What exactly is God’s glory? John Piper offers us a definition in this quote, “So God’s glory is the radiance of his holiness, the radiance of his manifold, infinitely worthy and valuable perfections” (Piper, 2009). God’s glory is about His holiness, His perfection, and His infinite worth. No man could ever measure up to God’s holiness and perfection. Often, God allows circumstances to happen which cause us to look up and see His glory.
God’s glory is an amazing thing. We see it, we are awed by it, and sometimes we quickly forget it as life quickly distracts us. We hear stories of miraculous healing and we are quick to repeat those stories for a few days, then we forget. There are many stories of people saved miraculously from life-threatening events. There are even common day stories of doctors performing successful surgeries against all odds. All these events point to God’s glory.
One thing I noticed about these events is that they all involve pain. People who are directly involved in events that show us God’s glory often experience pain and hardship. When we look at the story of how Jesus raised Lazarus from the dead, we can see that Lazarus and his sisters were not protected from pain and grief as God moved to show His glory.
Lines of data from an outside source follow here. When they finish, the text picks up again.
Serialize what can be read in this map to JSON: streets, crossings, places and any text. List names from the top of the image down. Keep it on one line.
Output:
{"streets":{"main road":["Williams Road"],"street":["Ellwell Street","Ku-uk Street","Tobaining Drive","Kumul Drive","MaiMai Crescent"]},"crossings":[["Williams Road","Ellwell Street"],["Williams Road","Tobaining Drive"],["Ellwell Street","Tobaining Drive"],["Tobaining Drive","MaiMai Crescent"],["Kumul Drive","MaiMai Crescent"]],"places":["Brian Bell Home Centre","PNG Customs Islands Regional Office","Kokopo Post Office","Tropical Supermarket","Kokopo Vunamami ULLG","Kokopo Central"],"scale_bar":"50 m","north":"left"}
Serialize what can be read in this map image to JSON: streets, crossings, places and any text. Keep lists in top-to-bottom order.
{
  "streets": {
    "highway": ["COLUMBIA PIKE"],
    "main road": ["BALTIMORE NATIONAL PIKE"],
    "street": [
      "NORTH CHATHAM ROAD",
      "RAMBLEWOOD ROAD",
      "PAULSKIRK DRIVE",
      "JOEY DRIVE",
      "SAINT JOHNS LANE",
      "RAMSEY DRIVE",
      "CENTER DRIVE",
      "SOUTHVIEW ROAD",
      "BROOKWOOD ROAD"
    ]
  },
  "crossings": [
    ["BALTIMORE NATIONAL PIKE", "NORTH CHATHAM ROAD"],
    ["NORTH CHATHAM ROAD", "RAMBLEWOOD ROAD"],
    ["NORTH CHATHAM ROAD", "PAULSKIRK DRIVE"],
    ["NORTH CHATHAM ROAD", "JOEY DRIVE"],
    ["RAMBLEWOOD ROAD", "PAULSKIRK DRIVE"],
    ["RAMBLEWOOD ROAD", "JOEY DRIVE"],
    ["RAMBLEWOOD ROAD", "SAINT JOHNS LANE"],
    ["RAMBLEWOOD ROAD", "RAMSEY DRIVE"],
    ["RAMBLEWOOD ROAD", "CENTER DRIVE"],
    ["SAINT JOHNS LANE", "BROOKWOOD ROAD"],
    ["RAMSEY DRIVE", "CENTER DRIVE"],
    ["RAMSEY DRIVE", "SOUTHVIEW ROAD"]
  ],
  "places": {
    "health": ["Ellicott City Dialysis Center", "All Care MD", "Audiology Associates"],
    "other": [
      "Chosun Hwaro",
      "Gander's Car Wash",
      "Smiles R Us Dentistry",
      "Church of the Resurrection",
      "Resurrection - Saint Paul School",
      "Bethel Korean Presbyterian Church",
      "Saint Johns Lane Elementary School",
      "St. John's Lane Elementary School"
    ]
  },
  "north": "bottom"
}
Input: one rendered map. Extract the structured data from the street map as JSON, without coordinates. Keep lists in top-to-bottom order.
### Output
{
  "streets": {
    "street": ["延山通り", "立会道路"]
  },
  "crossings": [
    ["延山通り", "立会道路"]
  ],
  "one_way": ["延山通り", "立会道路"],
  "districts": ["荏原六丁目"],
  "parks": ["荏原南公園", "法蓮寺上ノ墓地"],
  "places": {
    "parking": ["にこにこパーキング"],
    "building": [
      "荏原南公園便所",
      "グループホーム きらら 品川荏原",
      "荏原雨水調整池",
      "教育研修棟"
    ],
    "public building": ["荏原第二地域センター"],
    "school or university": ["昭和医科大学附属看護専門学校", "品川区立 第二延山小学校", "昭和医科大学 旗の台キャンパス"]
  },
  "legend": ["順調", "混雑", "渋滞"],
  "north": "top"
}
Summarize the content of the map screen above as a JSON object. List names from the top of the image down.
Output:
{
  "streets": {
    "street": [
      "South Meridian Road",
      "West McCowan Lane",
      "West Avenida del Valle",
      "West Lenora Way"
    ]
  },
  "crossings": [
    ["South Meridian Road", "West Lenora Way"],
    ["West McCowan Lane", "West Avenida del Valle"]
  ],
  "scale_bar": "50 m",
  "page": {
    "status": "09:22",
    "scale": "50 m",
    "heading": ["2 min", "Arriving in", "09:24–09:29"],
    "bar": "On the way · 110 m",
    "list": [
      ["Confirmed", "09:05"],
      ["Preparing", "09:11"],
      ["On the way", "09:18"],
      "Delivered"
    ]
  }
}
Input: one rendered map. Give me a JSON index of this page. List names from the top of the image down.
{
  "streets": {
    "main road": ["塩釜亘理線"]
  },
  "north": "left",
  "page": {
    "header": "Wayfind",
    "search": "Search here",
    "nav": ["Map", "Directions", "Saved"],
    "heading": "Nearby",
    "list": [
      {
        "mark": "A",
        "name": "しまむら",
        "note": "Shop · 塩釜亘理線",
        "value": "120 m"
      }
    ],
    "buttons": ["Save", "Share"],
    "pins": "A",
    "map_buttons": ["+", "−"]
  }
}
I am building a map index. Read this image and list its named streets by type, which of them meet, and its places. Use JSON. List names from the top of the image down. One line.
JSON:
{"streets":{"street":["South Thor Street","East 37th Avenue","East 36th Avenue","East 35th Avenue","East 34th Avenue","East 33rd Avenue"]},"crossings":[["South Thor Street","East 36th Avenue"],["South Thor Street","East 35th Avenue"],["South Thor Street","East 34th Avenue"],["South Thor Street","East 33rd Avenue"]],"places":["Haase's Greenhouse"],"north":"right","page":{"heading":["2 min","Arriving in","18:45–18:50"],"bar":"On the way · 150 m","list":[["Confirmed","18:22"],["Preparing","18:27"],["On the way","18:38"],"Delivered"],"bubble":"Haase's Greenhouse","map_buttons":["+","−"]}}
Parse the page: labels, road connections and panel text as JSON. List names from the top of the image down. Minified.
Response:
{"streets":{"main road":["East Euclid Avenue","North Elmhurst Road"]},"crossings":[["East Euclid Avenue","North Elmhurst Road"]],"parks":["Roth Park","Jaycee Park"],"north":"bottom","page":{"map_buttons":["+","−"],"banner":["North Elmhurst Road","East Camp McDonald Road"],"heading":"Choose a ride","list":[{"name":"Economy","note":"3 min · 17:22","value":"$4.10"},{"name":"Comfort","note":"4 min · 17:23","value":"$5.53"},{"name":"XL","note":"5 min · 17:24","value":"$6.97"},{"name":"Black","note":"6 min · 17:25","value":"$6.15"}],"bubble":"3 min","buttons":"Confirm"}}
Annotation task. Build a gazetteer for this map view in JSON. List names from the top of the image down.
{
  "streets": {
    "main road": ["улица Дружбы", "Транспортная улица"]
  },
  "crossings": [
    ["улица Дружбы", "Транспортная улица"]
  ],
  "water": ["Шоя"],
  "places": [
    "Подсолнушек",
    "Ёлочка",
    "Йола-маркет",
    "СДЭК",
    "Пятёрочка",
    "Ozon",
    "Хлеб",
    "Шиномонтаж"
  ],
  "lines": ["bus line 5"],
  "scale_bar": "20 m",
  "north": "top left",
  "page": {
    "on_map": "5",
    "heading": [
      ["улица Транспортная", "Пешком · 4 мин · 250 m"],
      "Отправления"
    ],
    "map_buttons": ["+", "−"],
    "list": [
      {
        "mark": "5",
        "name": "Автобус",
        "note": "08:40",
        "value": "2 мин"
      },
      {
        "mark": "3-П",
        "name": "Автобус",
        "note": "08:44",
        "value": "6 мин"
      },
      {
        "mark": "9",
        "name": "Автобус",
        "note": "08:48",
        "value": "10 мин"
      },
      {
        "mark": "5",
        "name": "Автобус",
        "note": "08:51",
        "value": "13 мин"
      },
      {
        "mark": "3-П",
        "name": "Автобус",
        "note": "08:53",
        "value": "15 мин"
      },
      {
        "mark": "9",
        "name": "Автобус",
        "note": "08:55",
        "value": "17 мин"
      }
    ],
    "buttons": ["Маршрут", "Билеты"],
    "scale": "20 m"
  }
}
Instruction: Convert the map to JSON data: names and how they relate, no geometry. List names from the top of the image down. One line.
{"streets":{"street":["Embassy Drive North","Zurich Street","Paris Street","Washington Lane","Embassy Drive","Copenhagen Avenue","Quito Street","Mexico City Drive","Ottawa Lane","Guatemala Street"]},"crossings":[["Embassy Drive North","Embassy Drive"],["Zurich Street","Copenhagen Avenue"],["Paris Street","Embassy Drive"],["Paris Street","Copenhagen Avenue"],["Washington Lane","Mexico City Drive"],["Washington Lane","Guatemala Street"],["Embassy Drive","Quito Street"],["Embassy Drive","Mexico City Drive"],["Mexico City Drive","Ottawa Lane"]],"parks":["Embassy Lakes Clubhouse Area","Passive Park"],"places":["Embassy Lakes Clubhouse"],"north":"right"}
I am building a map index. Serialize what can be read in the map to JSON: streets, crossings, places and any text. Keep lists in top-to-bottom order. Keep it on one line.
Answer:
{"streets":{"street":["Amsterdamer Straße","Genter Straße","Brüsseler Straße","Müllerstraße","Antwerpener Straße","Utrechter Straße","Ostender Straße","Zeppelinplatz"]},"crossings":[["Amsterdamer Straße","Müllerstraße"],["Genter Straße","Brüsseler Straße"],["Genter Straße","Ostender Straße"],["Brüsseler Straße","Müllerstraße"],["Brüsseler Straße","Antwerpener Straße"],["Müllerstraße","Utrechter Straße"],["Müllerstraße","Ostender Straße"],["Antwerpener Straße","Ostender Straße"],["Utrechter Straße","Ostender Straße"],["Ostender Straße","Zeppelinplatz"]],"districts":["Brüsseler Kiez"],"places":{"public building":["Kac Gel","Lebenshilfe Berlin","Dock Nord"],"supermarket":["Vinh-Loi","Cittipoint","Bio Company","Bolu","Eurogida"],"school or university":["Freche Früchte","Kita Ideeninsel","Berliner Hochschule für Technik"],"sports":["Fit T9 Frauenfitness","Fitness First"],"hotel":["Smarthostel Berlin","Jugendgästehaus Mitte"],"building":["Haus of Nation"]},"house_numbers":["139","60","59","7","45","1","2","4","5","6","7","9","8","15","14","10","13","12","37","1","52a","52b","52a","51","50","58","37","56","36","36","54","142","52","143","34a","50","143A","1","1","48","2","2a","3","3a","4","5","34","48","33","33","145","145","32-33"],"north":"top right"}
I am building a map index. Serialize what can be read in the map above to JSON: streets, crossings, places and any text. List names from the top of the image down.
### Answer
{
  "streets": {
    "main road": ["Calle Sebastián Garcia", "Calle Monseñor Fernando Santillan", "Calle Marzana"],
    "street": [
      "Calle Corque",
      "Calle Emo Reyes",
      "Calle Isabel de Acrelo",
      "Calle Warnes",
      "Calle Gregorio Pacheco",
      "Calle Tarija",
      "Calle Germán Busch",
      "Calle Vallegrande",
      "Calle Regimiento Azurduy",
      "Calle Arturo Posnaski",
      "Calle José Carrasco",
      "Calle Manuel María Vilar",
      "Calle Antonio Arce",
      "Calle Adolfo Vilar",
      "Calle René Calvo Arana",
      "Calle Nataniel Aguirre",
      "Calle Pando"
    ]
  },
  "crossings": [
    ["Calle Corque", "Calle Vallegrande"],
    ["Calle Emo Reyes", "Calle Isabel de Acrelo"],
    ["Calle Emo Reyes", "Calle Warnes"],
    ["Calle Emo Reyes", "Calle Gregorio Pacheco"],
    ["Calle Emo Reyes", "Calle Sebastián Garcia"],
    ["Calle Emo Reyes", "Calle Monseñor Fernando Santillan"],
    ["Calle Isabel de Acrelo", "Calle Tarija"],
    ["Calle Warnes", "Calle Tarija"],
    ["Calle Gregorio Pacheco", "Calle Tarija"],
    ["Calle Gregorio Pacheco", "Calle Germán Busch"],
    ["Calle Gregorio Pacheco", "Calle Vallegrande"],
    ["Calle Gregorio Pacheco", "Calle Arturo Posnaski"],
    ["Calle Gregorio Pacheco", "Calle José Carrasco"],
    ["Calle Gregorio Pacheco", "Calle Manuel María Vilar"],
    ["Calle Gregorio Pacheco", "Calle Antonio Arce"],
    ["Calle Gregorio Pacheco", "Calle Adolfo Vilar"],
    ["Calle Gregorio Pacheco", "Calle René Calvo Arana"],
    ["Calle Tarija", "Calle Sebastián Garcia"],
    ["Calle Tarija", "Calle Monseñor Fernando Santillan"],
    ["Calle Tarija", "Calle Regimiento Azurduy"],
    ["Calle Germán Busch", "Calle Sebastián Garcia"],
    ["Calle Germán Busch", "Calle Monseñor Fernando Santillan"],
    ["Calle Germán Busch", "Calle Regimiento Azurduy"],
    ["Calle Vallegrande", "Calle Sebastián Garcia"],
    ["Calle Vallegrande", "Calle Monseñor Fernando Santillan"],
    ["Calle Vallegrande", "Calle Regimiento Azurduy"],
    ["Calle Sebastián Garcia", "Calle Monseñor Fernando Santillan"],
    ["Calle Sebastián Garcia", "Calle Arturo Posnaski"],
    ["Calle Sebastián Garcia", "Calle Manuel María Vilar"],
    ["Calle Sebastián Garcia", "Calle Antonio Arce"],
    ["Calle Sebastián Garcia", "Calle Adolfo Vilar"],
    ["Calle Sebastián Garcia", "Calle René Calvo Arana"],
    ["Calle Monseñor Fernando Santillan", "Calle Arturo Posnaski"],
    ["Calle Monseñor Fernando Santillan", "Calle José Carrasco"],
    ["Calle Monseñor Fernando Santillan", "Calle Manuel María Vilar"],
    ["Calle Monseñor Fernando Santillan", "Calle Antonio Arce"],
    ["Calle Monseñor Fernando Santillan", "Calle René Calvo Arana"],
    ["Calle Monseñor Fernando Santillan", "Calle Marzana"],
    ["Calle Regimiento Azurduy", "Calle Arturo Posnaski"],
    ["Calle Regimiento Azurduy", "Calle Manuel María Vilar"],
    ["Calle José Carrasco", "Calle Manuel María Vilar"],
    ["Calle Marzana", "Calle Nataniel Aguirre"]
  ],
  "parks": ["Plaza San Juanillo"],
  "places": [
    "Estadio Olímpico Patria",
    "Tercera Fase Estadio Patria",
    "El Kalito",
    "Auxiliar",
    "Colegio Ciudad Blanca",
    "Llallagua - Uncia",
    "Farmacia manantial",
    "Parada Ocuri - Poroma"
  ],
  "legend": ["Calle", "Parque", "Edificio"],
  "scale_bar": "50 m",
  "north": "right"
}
Lazarus experienced the pain of being sick to the point of experiencing death. I don’t know about you, but the last time I had the flu, I felt pretty miserable. My body was aching, I had a fever that wouldn’t quit – I was miserable. I wasn’t remotely close to death even though I felt miserably. Death is not pretty, especially when it comes as a result of sickness. God did not spare Lazarus from suffering. Lazarus was so sick that he died.
Imagine the frustration that his sisters, Mary and Martha, felt as they did their best to care for Lazarus. Imagine all the things they tried to do in order to help their brother get better – soups, herbs, praying. Why didn’t prayer work? Why didn’t God answer their prayers? Why was their brother getting worse? Mary and Martha had enough faith to move a mountain, why wasn’t prayer working?
Many of us have experienced the same frustrations with prayer. Other well-meaning believers have told us that our faith wasn’t strong enough… or that our prayers were not specific enough… or – I’m sure you can fill in the blank. Sometimes our prayers aren’t answered in the way we want them to be answered. Sometimes prayers are not answered in the time frame we have predetermined. Sometimes – all we seem to experience is silence from God as we suffer.
Jesus was not surprised at the news of Lazarus’ sickness. Jesus knew what the outcome of the story would be – Lazarus would be raised from the dead. He knew that when people witnessed Lazarus’ dead rotting body being raised from the dead, people would believe that He was God’s son. If He knew this, why didn’t He send a message back to the sisters telling them so? Why did he let them suffer through the loss of their brother and the intense grief that followed? Why did he let them experience the frustrations of making burial arrangements and notifying people to come and help them mourn Lazarus’ death?
I believe that there are lessons to be learned through the pain of suffering. We can suffer with frustration and doubt and concede to depression – or we can choose to open our eyes so that we can see what God is teaching us and accept His intense love for us. We have the choice to cling to the “poor me” mentality, or we can choose to look beyond ourselves and cling to the truths that God is revealing to us. Lazarus experienced death so that God’s glory could be revealed. Why was God’s glory revealed? So that many others would believe that God sent Jesus to us (John 11: 42). Did you understand what you just read? Lazarus died so that you and me could see God’s glory – God’s infinite holiness and His infinite value and worth. Lazarus’ death caught the attention of many of people and pointed them towards God. Lazarus’ death and life was recorded so that millions would see God’s infinite strength and love for us.
My friend, know that your suffering may not be all about you. Maybe, just maybe, your suffering might be about God’s glory. I encourage you to look beyond your pain to the One who is with you in your pain. We don’t know why, just as Mary, Martha, and Lazarus didn’t know why, but we can be confident in trusting that God has a plan to reveal His glory through our lives.